Most useful web applications need to store information during the handling of a request for retrieval during a later request. A typical arrangement for a small website involves a single database server for the entire site, and one or more web servers that connect to the database to store or retrieve data. Using a single central database server makes it easy to have one canonical representation of the data, so multiple users accessing multiple web servers all see the same and most recent information. But a central server is difficult to scale once it reaches its capacity for simultaneous connections.
By far the most popular kind of data storage system for web applications in the past decade has been the relational database, with tables of rows and columns arranged for space efficiency and concision, and with indexes and raw computing power for performing queries, especially “join” queries that can treat multiple related records as a queryable unit. Other kinds of data storage systems include hierarchical datastores (filesystems, XML databases) and object databases. Each kind of database has pros and cons, and which type is best suited for an application depends on the nature of the application’s data and how it is accessed. And each kind of database has its own techniques for growing past the first server.
Google App Engine’s database system most closely resembles an object database. It is not a join-query relational database, and if you come from the world of relational-database-backed web applications (as I did), this will probably require changing the way you think about your application’s data. As with the runtime environment, the design of the App Engine datastore is an abstraction that allows App Engine to handle the details of distributing and scaling the application, so your code can focus on other things.
An App Engine application stores its data as one or more datastore entities. An entity has one or more properties, each of which has a name, and a value that is of one of several primitive value types. Each entity is of a named kind, which categorizes the entity for the purpose of queries.
At first glance, this seems similar to a relational database: entities of a kind are like rows in a table, and properties are like columns (fields). However, there are two major differences between entities and rows. First, an entity of a given kind is not required to have the same properties as other entities of the same kind. Second, an entity can have a property of the same name as another entity has, but with a different type of value. In this way, datastore entities are “schemaless.” As you’ll soon see, this design provides both powerful flexibility as well as some maintenance challenges.
Another difference between an entity and a table row is that an entity can have multiple values for a single property. This feature is a bit quirky, but can be quite useful once understood.

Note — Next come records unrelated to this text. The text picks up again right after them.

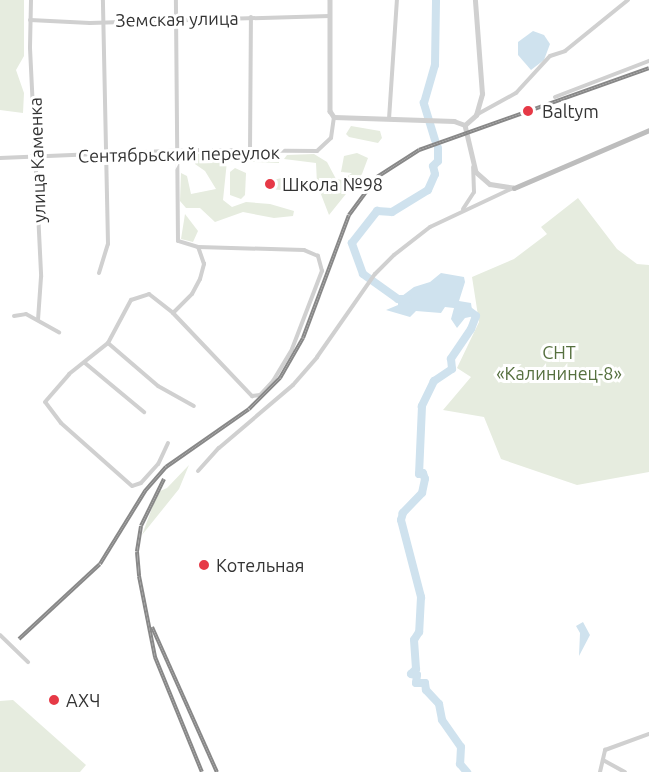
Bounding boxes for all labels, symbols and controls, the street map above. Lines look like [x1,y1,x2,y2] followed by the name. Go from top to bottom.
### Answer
[115,7,239,31] street label: Земская улица
[24,97,50,223] street label: улица Каменка
[542,100,599,122] place label: Baltym
[519,102,537,120] marker: Baltym
[78,141,280,167] street label: Сентябрьский переулок
[282,173,383,195] place label: Школа №98
[263,177,277,191] marker: Школа №98
[496,342,622,385] park label: СНТ «Калининец-8»
[216,554,305,576] place label: Котельная
[197,558,211,572] marker: Котельная
[66,689,100,711] place label: АХЧ
[47,693,61,707] marker: АХЧ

Every datastore entity has a unique key that is either provided by the application or generated by App Engine (your choice). Unlike a relational database, the key is not a “field” or property, but an independent aspect of the entity. You can fetch an entity quickly if you know its key, and you can perform queries on key values.
A entity’s key cannot be changed after the entity has been created. Neither can its kind. App Engine uses the entity’s kind and key to help determine where the entity is stored in a large collection of servers—though neither the key nor the kind ensure that two entities are stored on the same server.
A datastore query returns zero or more entities of a single kind. It can also return just the keys of entities that would be returned for a query. A query can filter based on conditions that must be met by the values of an entity’s properties, and can return entities ordered by property values. A query can also filter and sort using keys.
In a typical relational database, queries are planned and executed in real time against the data tables, which are stored as they were designed by the developer. The developer can also tell the database to produce and maintain indexes on certain columns to speed up certain queries.
App Engine does something dramatically different. With App Engine, every query has a corresponding index maintained by the datastore. When the application performs a query, the datastore finds the index for that query, scans down to the first row that matches the query, then returns the entity for each consecutive row in the index until the first row that doesn’t match the query.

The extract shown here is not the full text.